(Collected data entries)
[Start of Attachment]

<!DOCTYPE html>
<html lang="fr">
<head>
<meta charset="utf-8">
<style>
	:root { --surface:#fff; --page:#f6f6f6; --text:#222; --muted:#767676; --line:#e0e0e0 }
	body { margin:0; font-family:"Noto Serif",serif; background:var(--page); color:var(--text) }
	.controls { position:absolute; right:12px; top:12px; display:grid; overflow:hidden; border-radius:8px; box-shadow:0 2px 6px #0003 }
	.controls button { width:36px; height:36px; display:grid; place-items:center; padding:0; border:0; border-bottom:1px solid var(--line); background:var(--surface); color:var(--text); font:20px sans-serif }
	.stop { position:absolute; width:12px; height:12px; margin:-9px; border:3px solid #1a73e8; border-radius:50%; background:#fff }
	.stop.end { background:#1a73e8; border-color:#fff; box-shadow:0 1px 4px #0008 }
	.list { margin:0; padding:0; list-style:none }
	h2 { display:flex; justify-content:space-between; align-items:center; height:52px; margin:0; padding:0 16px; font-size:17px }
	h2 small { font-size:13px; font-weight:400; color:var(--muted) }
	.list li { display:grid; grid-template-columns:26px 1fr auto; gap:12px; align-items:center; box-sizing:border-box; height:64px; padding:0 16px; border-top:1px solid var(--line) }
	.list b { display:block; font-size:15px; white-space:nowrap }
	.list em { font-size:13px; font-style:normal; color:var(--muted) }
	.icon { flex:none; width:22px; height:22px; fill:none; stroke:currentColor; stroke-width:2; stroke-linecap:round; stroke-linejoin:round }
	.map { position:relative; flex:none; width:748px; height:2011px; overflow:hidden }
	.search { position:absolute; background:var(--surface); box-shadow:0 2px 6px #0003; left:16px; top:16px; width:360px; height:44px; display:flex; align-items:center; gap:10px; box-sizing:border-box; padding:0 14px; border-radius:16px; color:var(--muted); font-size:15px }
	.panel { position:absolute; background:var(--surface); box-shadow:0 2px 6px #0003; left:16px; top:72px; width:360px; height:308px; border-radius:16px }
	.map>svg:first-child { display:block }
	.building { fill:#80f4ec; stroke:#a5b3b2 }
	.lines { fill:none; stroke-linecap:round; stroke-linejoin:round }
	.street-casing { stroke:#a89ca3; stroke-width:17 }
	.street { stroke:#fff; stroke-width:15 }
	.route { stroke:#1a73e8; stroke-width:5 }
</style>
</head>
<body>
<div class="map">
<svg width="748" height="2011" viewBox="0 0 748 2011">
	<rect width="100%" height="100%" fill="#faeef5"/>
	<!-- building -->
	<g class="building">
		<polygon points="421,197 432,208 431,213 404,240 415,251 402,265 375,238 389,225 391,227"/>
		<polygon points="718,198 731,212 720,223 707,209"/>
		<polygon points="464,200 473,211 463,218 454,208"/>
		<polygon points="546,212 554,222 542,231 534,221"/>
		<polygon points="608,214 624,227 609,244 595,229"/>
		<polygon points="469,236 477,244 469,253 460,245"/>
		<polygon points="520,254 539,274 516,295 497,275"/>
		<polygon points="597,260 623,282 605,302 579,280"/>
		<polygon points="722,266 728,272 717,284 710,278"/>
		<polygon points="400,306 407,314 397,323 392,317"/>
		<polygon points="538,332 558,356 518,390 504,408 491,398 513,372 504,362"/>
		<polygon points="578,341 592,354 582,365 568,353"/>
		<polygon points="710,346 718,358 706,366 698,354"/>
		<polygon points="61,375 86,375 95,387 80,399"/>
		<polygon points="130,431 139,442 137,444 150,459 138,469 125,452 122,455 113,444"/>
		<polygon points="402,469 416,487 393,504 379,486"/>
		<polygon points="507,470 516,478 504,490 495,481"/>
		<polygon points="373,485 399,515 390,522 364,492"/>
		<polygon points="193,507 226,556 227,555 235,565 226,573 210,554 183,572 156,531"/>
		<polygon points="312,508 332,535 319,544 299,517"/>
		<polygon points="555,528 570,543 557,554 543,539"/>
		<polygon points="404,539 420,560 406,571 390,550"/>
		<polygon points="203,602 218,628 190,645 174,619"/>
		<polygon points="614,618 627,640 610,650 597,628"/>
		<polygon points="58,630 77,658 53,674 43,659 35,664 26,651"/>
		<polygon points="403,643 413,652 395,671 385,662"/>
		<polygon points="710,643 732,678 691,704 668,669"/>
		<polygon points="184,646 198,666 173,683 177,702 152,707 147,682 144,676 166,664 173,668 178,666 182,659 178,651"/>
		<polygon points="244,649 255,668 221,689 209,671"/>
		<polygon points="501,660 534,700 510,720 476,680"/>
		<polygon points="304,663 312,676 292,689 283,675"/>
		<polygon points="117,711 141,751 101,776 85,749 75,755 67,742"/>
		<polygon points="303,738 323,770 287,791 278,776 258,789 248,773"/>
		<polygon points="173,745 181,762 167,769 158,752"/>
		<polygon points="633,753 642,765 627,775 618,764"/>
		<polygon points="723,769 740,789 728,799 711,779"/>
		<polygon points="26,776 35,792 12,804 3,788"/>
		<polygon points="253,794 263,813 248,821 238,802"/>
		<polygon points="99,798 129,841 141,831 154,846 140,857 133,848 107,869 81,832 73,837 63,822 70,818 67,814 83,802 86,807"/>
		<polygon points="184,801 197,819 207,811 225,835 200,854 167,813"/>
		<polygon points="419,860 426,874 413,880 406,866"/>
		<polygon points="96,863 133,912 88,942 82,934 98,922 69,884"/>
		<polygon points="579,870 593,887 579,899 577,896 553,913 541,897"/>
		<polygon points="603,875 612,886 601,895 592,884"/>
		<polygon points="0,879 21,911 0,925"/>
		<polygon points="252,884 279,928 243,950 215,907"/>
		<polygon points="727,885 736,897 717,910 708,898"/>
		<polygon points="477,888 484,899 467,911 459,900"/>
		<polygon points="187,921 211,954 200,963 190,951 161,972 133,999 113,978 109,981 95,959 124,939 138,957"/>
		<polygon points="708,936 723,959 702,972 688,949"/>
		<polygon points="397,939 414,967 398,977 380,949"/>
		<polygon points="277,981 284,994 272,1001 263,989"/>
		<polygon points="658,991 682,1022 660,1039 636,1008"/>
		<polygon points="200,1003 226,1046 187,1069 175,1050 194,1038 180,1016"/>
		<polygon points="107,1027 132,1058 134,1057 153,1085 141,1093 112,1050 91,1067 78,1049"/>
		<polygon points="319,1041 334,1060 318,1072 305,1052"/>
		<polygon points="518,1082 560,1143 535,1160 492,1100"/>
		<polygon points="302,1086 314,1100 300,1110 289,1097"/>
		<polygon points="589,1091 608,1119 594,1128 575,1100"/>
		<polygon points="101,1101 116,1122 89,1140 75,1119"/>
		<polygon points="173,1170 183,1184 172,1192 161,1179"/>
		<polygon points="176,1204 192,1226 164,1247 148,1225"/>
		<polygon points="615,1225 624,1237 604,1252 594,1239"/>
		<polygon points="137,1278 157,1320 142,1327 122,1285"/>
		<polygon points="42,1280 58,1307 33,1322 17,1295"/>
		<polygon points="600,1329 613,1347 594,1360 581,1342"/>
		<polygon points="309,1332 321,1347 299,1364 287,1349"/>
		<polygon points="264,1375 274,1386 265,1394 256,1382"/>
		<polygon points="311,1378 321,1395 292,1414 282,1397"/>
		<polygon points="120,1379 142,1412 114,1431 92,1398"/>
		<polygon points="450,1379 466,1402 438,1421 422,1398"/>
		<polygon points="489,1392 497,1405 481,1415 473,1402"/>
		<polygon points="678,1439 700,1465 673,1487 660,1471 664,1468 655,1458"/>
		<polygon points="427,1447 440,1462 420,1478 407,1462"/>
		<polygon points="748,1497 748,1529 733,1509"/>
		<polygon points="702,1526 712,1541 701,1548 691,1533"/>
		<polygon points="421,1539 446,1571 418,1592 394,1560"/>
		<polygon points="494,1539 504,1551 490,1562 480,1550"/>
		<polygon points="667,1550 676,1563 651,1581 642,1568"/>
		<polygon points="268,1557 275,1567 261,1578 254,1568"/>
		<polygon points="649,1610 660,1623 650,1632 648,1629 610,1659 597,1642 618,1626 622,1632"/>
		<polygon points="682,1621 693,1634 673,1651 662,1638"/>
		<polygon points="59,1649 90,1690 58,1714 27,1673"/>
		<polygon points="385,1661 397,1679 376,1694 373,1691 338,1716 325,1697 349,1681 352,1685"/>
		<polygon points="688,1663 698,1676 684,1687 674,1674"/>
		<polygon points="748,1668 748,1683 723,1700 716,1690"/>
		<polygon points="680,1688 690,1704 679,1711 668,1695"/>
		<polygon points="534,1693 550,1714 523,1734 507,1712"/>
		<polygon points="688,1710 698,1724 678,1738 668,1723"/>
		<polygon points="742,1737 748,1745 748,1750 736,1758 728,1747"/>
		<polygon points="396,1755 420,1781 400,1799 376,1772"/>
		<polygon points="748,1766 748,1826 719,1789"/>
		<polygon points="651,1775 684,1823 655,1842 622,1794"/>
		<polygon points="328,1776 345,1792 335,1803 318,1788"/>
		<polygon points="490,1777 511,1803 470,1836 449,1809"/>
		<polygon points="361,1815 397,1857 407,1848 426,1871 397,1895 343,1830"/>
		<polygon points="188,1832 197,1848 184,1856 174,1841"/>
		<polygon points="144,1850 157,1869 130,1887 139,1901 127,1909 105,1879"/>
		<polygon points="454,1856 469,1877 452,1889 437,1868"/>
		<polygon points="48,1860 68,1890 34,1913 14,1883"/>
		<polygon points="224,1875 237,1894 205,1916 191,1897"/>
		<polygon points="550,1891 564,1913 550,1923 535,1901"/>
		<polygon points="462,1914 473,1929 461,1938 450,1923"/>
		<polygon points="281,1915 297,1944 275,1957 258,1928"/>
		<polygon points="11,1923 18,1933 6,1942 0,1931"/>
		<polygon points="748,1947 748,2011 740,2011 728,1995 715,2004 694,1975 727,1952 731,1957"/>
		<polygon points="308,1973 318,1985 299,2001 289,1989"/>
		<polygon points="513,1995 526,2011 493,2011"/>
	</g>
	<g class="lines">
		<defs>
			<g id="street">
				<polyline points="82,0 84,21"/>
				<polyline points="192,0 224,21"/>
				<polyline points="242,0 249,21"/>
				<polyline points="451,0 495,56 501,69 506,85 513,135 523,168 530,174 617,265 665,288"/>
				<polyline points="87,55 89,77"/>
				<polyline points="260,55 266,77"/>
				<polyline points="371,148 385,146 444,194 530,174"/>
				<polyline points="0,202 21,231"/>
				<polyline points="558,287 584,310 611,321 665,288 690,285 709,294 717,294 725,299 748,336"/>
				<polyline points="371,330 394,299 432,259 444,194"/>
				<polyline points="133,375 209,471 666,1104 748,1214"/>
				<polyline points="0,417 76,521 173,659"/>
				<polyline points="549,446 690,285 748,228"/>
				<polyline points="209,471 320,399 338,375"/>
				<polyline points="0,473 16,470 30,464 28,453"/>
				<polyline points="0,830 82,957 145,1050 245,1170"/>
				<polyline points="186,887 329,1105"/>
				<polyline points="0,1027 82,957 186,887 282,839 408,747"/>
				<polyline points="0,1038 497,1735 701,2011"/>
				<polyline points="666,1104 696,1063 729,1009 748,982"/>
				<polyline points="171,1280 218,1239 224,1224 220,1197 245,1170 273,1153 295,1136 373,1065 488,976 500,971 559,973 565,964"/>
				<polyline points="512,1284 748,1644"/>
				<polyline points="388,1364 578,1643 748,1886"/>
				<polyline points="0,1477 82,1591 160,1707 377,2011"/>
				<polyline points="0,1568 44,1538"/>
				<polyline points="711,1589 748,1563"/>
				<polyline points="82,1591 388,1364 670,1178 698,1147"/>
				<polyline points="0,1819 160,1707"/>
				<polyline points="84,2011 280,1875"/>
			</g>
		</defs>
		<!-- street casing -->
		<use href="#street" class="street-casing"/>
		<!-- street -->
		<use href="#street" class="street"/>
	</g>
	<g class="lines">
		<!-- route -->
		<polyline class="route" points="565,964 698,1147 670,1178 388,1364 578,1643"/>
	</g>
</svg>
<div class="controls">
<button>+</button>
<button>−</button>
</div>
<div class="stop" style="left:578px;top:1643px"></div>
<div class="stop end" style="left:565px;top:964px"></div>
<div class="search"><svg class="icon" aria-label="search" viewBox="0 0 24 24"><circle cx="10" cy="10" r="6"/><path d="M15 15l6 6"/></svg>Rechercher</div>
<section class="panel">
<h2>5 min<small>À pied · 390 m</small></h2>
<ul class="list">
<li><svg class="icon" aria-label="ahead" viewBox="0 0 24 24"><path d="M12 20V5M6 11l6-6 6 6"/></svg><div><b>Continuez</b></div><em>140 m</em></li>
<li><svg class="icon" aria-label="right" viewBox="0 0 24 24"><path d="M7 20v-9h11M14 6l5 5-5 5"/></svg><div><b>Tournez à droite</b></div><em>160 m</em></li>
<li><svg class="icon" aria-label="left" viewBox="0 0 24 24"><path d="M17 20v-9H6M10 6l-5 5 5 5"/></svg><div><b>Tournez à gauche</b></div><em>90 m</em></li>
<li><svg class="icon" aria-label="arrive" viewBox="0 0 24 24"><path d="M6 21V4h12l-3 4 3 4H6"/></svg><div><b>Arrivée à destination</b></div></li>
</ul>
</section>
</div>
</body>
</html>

[End of Attachment]

**BRIEF:**
Copy each line of the records that has "linecap" in it.

**RESPONSE AREA:**
	.icon { flex:none; width:22px; height:22px; fill:none; stroke:currentColor; stroke-width:2; stroke-linecap:round; stroke-linejoin:round }
	.lines { fill:none; stroke-linecap:round; stroke-linejoin:round }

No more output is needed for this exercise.